- [EXCERPTED RECORDS]:
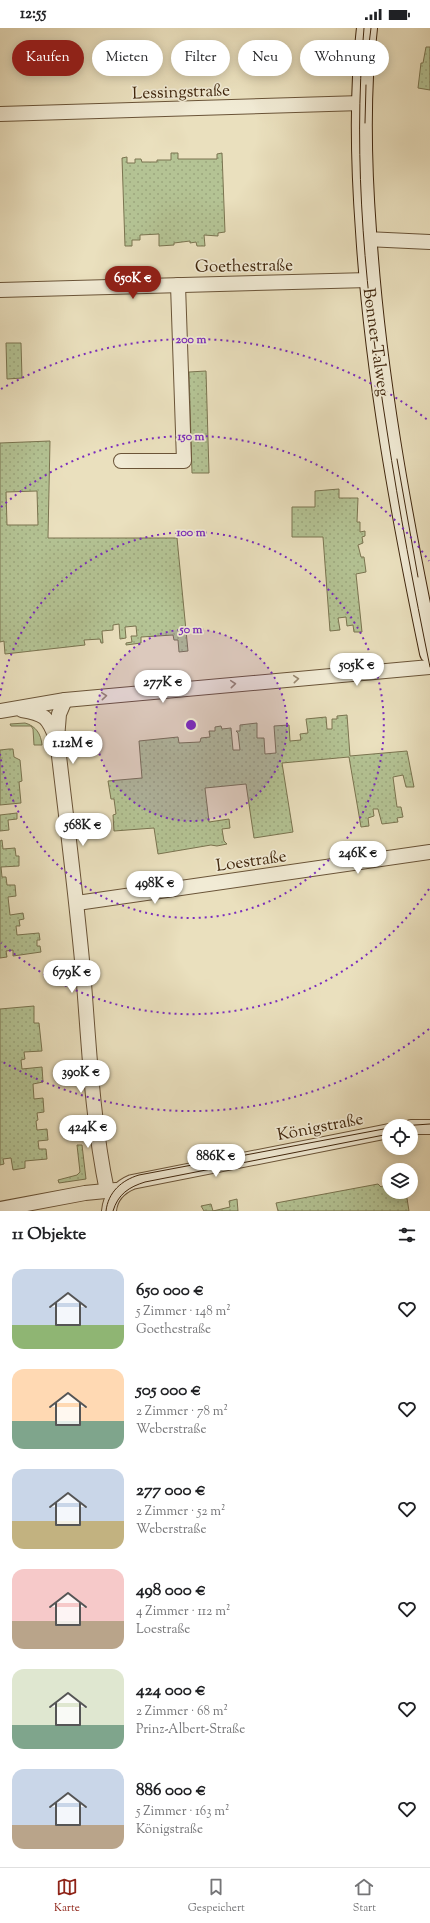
<!DOCTYPE html>
<html lang="de">
<head>
<meta charset="utf-8">
<style>
  :root { --surface:#fff; --page:#f2f2f2; --text:#202124; --muted:#757577; --line:#e0e0e0; --accent:#8f2418 }
  body { margin:0; font-family:"Sorts Mill Goudy",serif; background:var(--page); color:var(--text); height:100vh; display:flex; flex-direction:column; font-size:15px; white-space:nowrap }
  * { box-sizing:border-box; margin:0 }
  p { font-size:13px; color:var(--muted) }
  .icon { flex:none; width:22px; height:22px; fill:none; stroke:currentColor; stroke-width:2; stroke-linecap:round; stroke-linejoin:round }
  .map { position:relative; height:1183px; overflow:hidden }
  .sheet { display:flex; flex-direction:column; background:var(--surface); flex:1 }
  .sheet>* { flex:none }
  .banner { position:absolute; left:12px; top:12px; width:406px; height:36px; display:flex; gap:8px }
  .controls { position:absolute; left:382px; top:1091px; display:grid; gap:8px }
  .controls a { display:grid; place-items:center; width:36px; height:36px; border-radius:50%; background:var(--surface); box-shadow:0 2px 10px #0003; font-size:20px }
  .price { position:absolute; translate:-50% -34px; padding:0 9px; border-radius:14px; background:#fff; color:#222; font-size:13px; line-height:26px; filter:drop-shadow(0 1px 2px #0008) }
  .price::after { content:''; position:absolute; left:50%; top:24px; width:12px; height:9px; margin-left:-6px; background:inherit; clip-path:polygon(0 0,100% 0,50% 100%) }
  .price.on { background:var(--accent); color:#fff }
  ul { padding:0; list-style:none }
  li { display:flex; align-items:center; gap:12px; height:100px; padding:0 12px }
  li span { display:grid; place-items:center; flex:none; width:112px; height:80px; border-radius:12px; color:#555 }
  li>.icon { margin-inline-start:auto }
  span .icon { width:48px; height:48px; fill:#fffc; stroke-width:1 }
  li b { font-size:17px }
  h2 { display:flex; justify-content:space-between; align-items:center; height:48px; padding:0 12px; font-size:17px }
  .chip { padding:0 14px; border-radius:18px; background:var(--surface); box-shadow:0 2px 10px #0003; font-size:14px; line-height:36px }
  .chip.on { background:var(--accent); color:#fff }
  .status { display:flex; justify-content:space-between; align-items:center; height:28px; padding:0 20px; background:var(--surface); direction:ltr }
  .status svg { height:11px; fill:currentColor }
  .dock { display:flex; justify-content:space-around; align-items:center; height:56px; border-top:1px solid var(--line); background:var(--surface); font-size:11px; color:var(--muted) }
  .dock a { display:grid; justify-items:center; gap:2px }
  .dock .on { color:var(--accent) }
  .map>svg:first-child { display:block }
  .grass { fill:#b4c394; stroke:#7a7450 }
  .garden { fill:url(#garden-dots); stroke:#7a7450; fill-rule:evenodd }
  .lines { fill:none; stroke-linecap:round; stroke-linejoin:round }
  .street-casing { stroke:#6a5438; stroke-width:16 }
  .secondary-casing { stroke:#3f250c; stroke-width:22 }
  .street { stroke:#f1ebd5; stroke-width:14 }
  .secondary { stroke:#f1ebd5; stroke-width:20 }
  .tram { stroke:#3f250c; stroke-width:1 }
  .oneway { stroke:#988870 }
  .ring { fill:none; stroke:#7b2cbf; stroke-width:2; stroke-dasharray:2 4 }
  .labels { text-anchor:middle; stroke-width:3.5; stroke-linejoin:round; paint-order:stroke }
  .street-label { font-size:17px; fill:#3f250c; stroke:#f1ebd5 }
  .centre { fill:#7b2cbf; stroke:#f1ebd5; stroke-width:2 }
  .ring-label { font-size:12px; text-anchor:middle; font-weight:bold; fill:#7b2cbf; stroke:#f1ebd5; stroke-width:3.5; stroke-linejoin:round; paint-order:stroke }
</style>
</head>
<body>
<div class="status"><b>12:55</b><svg viewBox="0 0 49 12"><path d="M0 12V9h3v3zM5 12V6h3v6zM10 12V3h3v9zM15 12V0h3v12zM26 1h20v11H26zM47 4h2v5h-2z"/></svg></div>
<div class="map">
<svg width="430" height="1183" viewBox="0 0 430 1183">
  <defs>
    <pattern id="garden-dots" width="8" height="8" patternUnits="userSpaceOnUse"><rect width="8" height="8" fill="#b4c394"/><path d="M2 2h.1M6 6h.1" fill="none" stroke="#9ca77e" stroke-width="1.8" stroke-linecap="round"/></pattern>
  </defs>
  <rect width="100%" height="100%" fill="#eae0be"/>
  <filter id="stains"><feTurbulence type="fractalNoise" baseFrequency=".005" numOctaves="4"/><feColorMatrix values="0 0 0 0 .2 0 0 0 0 .09 0 0 0 0 .02 0 0 0 .5 -.17"/></filter>
  <radialGradient id="worn" r=".72"><stop offset=".6" stop-color="#630" stop-opacity="0"/><stop offset="1" stop-color="#630" stop-opacity=".3"/></radialGradient>
  <path class="grass" d="M25,695C36,698 41,706 42,717H34L33,701L31,698H11L10,696Z"/>
  <g class="garden">
    <polygon points="426,19 430,19 430,62 418,60 421,35 423,35"/>
    <polygon points="171,125 178,125 178,131 217,131 217,126 222,125 225,204 218,205 218,208 204,207 205,218 197,218 196,214 190,215 190,213 174,215 174,217 159,218 159,206 140,207 140,212 132,212 132,218 125,218 122,130 127,129 127,135 135,135 135,131 141,131 142,134 157,134 157,132 171,132"/>
    <polygon points="6,315 21,315 22,350 7,351"/>
    <polygon points="206,343 209,445 192,445 189,344"/>
    <path d="M50,413L48,510H177L188,623L179,624L178,612H174L173,607L141,609V615L126,617V615L132,614L131,608H137L136,598L125,599L126,610L120,611L119,596L113,597V602L102,603L103,615H101L100,611L84,612L85,617L5,626L4,613L0,614V415ZM37,463L38,497H7L6,464Z"/>
    <polygon points="339,461 339,470 358,470 357,494 360,494 360,504 365,503 365,508 362,509 363,515 358,517 361,529 364,529 366,544 356,546 362,604 354,604 353,597 347,598 346,589 338,590 340,602 330,603 323,509 292,509 292,479 315,479 315,463"/>
    <polygon points="347,687 350,728 407,723 414,759 406,759 403,747 393,749 397,779 401,779 403,789 397,790 398,794 382,796 378,781 373,781 374,788 368,790 369,798 361,799 349,729 282,735 293,804 254,810 246,756 205,760 209,794 229,791 230,800 222,801 224,813 227,816 217,818 211,817 158,826 154,800 114,803 113,787 116,786 114,771 111,771 108,753 142,750 139,713 178,709 179,715 200,714 201,710 210,709 209,703 215,703 215,699 221,698 222,701 231,700 233,722 240,722 238,705 236,703 240,703 240,697 257,695 257,710 264,710 265,726 276,725 274,698 289,697 290,713 301,712 300,706 308,705 306,691 326,689 327,701 332,701 332,691 337,691 337,688"/>
    <polygon points="9,721 13,721 14,729 20,732 22,753 19,754 21,775 0,777 0,722"/>
    <polygon points="17,785 17,791 8,792 9,802 0,803 0,787"/>
    <polygon points="2,812 3,821 15,820 16,828 19,828 19,838 1,839 2,849 6,849 7,857 15,857 16,868 8,869 10,887 23,885 24,891 19,892 20,898 16,898 17,907 39,905 40,912 37,912 37,918 40,918 41,924 13,928 13,922 6,923 7,929 0,930 0,813"/>
    <polygon points="34,978 34,995 39,995 42,1023 24,1024 25,1031 21,1032 22,1041 42,1039 43,1054 33,1056 34,1071 43,1070 44,1084 37,1085 38,1092 36,1093 37,1102 47,1101 48,1112 38,1113 39,1121 46,1121 47,1131 25,1133 25,1140 13,1142 11,1130 3,1131 4,1136 0,1137 0,981"/>
    <polygon points="77,1117 82,1117 86,1151 59,1155 58,1152 77,1147 80,1144"/>
    <polygon points="389,1154 389,1164 406,1164 409,1183 278,1183 276,1175 378,1156 381,1159"/>
    <polygon points="237,1171 238,1183 204,1183 201,1178 211,1176 213,1183 230,1179 229,1173"/>
  </g>
  <g class="lines">
    <defs>
      <g id="street">
        <polyline points="0,86 362,75"/>
        <polyline points="366,211 430,214"/>
        <polyline points="0,262 369,252"/>
        <polyline points="121,433 184,433 178,257"/>
        <path d="M65,672L59,686L57,711C66,788 76,866 83,943C89,1016 92,1091 107,1163"/>
        <path d="M22,682C45,686 48,689 56,710"/>
        <polyline points="0,683 65,672 430,639"/>
        <polyline points="77,875 430,824"/>
        <polyline points="411,1099 430,1099"/>
        <polyline points="0,1181 85,1165 116,1162"/>
        <path d="M109,1183C110,1169 120,1159 132,1154L389,1103"/>
      </g>
      <path id="secondary" d="M367,0C359,67 361,135 366,203C375,345 401,486 430,625"/>
    </defs>
    <use href="#street" class="street-casing"/>
    <use href="#secondary" class="secondary-casing"/>
    <use href="#street" class="street"/>
    <use href="#secondary" class="secondary"/>
    <g class="tram">
      <path d="M364,0C352,135 366,270 387,403C399,482 414,561 430,639"/>
      <polyline points="369,16 371,0"/>
      <polyline points="365,95 366,57"/>
      <polyline points="397,431 418,549"/>
      <polyline points="401,1098 430,1096"/>
      <path d="M106,1183C108,1164 122,1152 139,1147L389,1100"/>
      <path d="M113,1183C118,1166 129,1159 145,1154L389,1106"/>
    </g>
  </g>
  <defs><path id="oneway-chevron" d="M-2-3.5L2.5 0L-2 3.5" fill="none" stroke-width="1.6" stroke-linecap="round" stroke-linejoin="round"/></defs>
  <g class="oneway">
    <use href="#oneway-chevron" transform="translate(296 651) rotate(-5)"/>
    <use href="#oneway-chevron" transform="translate(233 656) rotate(-5)"/>
    <use href="#oneway-chevron" transform="translate(104 668) rotate(-5)"/>
  </g>
  <circle cx="191" cy="697" r="96" fill="#7b2cbf" fill-opacity=".12"/>
  <g class="ring">
    <circle cx="191" cy="697" r="96"/>
    <path d="M0 668A193 193 0 1 1 0 726"/>
    <path d="M429 861A289 289 0 0 1 1 915M1 479A289 289 0 0 1 429 533"/>
    <path d="M429 1001A386 386 0 0 1 1 1033M1 361A386 386 0 0 1 429 393"/>
  </g>
  <g class="labels">
    <g class="street-label">
      <text transform="translate(181 63) rotate(-2)" y="6">Lessingstraße</text>
      <text transform="translate(244 237) rotate(-1)" y="6">Goethestraße</text>
      <text transform="translate(377 314) rotate(82)" y="6">Bonner Talweg</text>
      <text transform="translate(251 832) rotate(-8)" y="6">Loestraße</text>
      <text transform="translate(320 1098) rotate(-11)" y="6">Königstraße</text>
    </g>
  </g>
  <circle cx="191" cy="697" r="6" class="centre"/>
  <g class="ring-label">
    <text x="191" y="315">200 m</text>
    <text x="191" y="412">150 m</text>
    <text x="191" y="508">100 m</text>
    <text x="191" y="605">50 m</text>
  </g>
  <rect width="100%" height="100%" filter="url(#stains)"/>
  <rect width="100%" height="100%" fill="url(#worn)"/>
</svg>
<div class="controls">
<a><svg class="icon" aria-label="locate" viewBox="0 0 24 24"><circle cx="12" cy="12" r="6"/><path d="M12 2v4M12 18v4M2 12h4M18 12h4"/></svg></a>
<a><svg class="icon" aria-label="layers" viewBox="0 0 24 24"><path d="M12 4l9 5-9 5-9-5zM3 14l9 5 9-5"/></svg></a>
</div>
<b class="price on" style="left:133px;top:272px">650K €</b>
<b class="price" style="left:357px;top:659px">505K €</b>
<b class="price" style="left:163px;top:676px">277K €</b>
<b class="price" style="left:73px;top:737px">1.12M €</b>
<b class="price" style="left:83px;top:819px">568K €</b>
<b class="price" style="left:358px;top:847px">246K €</b>
<b class="price" style="left:155px;top:877px">498K €</b>
<b class="price" style="left:72px;top:966px">679K €</b>
<b class="price" style="left:81px;top:1066px">390K €</b>
<b class="price" style="left:88px;top:1121px">424K €</b>
<b class="price" style="left:216px;top:1150px">886K €</b>
<div class="banner">
<a class="chip on">Kaufen</a>
<a class="chip">Mieten</a>
<a class="chip">Filter</a>
<a class="chip">Neu</a>
<a class="chip">Wohnung</a>
</div>
</div>
<section class="sheet">
<h2>11 Objekte<svg class="icon" aria-label="filters" viewBox="0 0 24 24"><path d="M4 7h16M4 17h16"/><circle cx="9" cy="7" r="2"/><circle cx="15" cy="17" r="2"/></svg></h2>
<ul>
<li><span style="background:linear-gradient(#c9d6e8 70%,#8fb573 0)"><svg class="icon" aria-label="home" viewBox="0 0 24 24"><path d="M3 11l9-7 9 7M6 9v11h12V9"/></svg></span><div><b>650 000 €</b><p>5 Zimmer · 148 m²</p><p>Goethestraße</p></div><svg class="icon" aria-label="heart" viewBox="0 0 24 24"><path d="M12 20l-8-8c-3-5 5-10 8-4 3-6 11-1 8 4z"/></svg></li>
<li><span style="background:linear-gradient(#ffd9b3 65%,#7fa58c 0)"><svg class="icon" aria-label="home" viewBox="0 0 24 24"><path d="M3 11l9-7 9 7M6 9v11h12V9"/></svg></span><div><b>505 000 €</b><p>2 Zimmer · 78 m²</p><p>Weberstraße</p></div><svg class="icon" aria-label="heart" viewBox="0 0 24 24"><path d="M12 20l-8-8c-3-5 5-10 8-4 3-6 11-1 8 4z"/></svg></li>
<li><span style="background:linear-gradient(#c9d6e8 65%,#c2b280 0)"><svg class="icon" aria-label="home" viewBox="0 0 24 24"><path d="M3 11l9-7 9 7M6 9v11h12V9"/></svg></span><div><b>277 000 €</b><p>2 Zimmer · 52 m²</p><p>Weberstraße</p></div><svg class="icon" aria-label="heart" viewBox="0 0 24 24"><path d="M12 20l-8-8c-3-5 5-10 8-4 3-6 11-1 8 4z"/></svg></li>
<li><span style="background:linear-gradient(#f6c9c9 65%,#b9a48a 0)"><svg class="icon" aria-label="home" viewBox="0 0 24 24"><path d="M3 11l9-7 9 7M6 9v11h12V9"/></svg></span><div><b>498 000 €</b><p>4 Zimmer · 112 m²</p><p>Loestraße</p></div><svg class="icon" aria-label="heart" viewBox="0 0 24 24"><path d="M12 20l-8-8c-3-5 5-10 8-4 3-6 11-1 8 4z"/></svg></li>
<li><span style="background:linear-gradient(#dfe7d0 70%,#7fa58c 0)"><svg class="icon" aria-label="home" viewBox="0 0 24 24"><path d="M3 11l9-7 9 7M6 9v11h12V9"/></svg></span><div><b>424 000 €</b><p>2 Zimmer · 68 m²</p><p>Prinz-Albert-Straße</p></div><svg class="icon" aria-label="heart" viewBox="0 0 24 24"><path d="M12 20l-8-8c-3-5 5-10 8-4 3-6 11-1 8 4z"/></svg></li>
<li><span style="background:linear-gradient(#c9d6e8 70%,#b9a48a 0)"><svg class="icon" aria-label="home" viewBox="0 0 24 24"><path d="M3 11l9-7 9 7M6 9v11h12V9"/></svg></span><div><b>886 000 €</b><p>5 Zimmer · 163 m²</p><p>Königstraße</p></div><svg class="icon" aria-label="heart" viewBox="0 0 24 24"><path d="M12 20l-8-8c-3-5 5-10 8-4 3-6 11-1 8 4z"/></svg></li>
</ul>
</section>
<nav class="dock">
<a class="on"><svg class="icon" aria-label="map" viewBox="0 0 24 24"><path d="M3 6l6-2 6 2 6-2v14l-6 2-6-2-6 2zM9 4v14M15 6v14"/></svg>Karte</a>
<a><svg class="icon" aria-label="saved" viewBox="0 0 24 24"><path d="M7 4h10v16l-5-4-5 4z"/></svg>Gespeichert</a>
<a><svg class="icon" aria-label="home" viewBox="0 0 24 24"><path d="M3 11l9-7 9 7M6 9v11h12V9"/></svg>Start</a>
</nav>
</body>
</html>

- [WHAT IS BEING ASKED]: Retype the line containing "6 2 6-2v14l-6" and all the lines after it, ending with the final line of the material, exactly.

- [RESPONSE AREA]:
<a class="on"><svg class="icon" aria-label="map" viewBox="0 0 24 24"><path d="M3 6l6-2 6 2 6-2v14l-6 2-6-2-6 2zM9 4v14M15 6v14"/></svg>Karte</a>
<a><svg class="icon" aria-label="saved" viewBox="0 0 24 24"><path d="M7 4h10v16l-5-4-5 4z"/></svg>Gespeichert</a>
<a><svg class="icon" aria-label="home" viewBox="0 0 24 24"><path d="M3 11l9-7 9 7M6 9v11h12V9"/></svg>Start</a>
</nav>
</body>
</html>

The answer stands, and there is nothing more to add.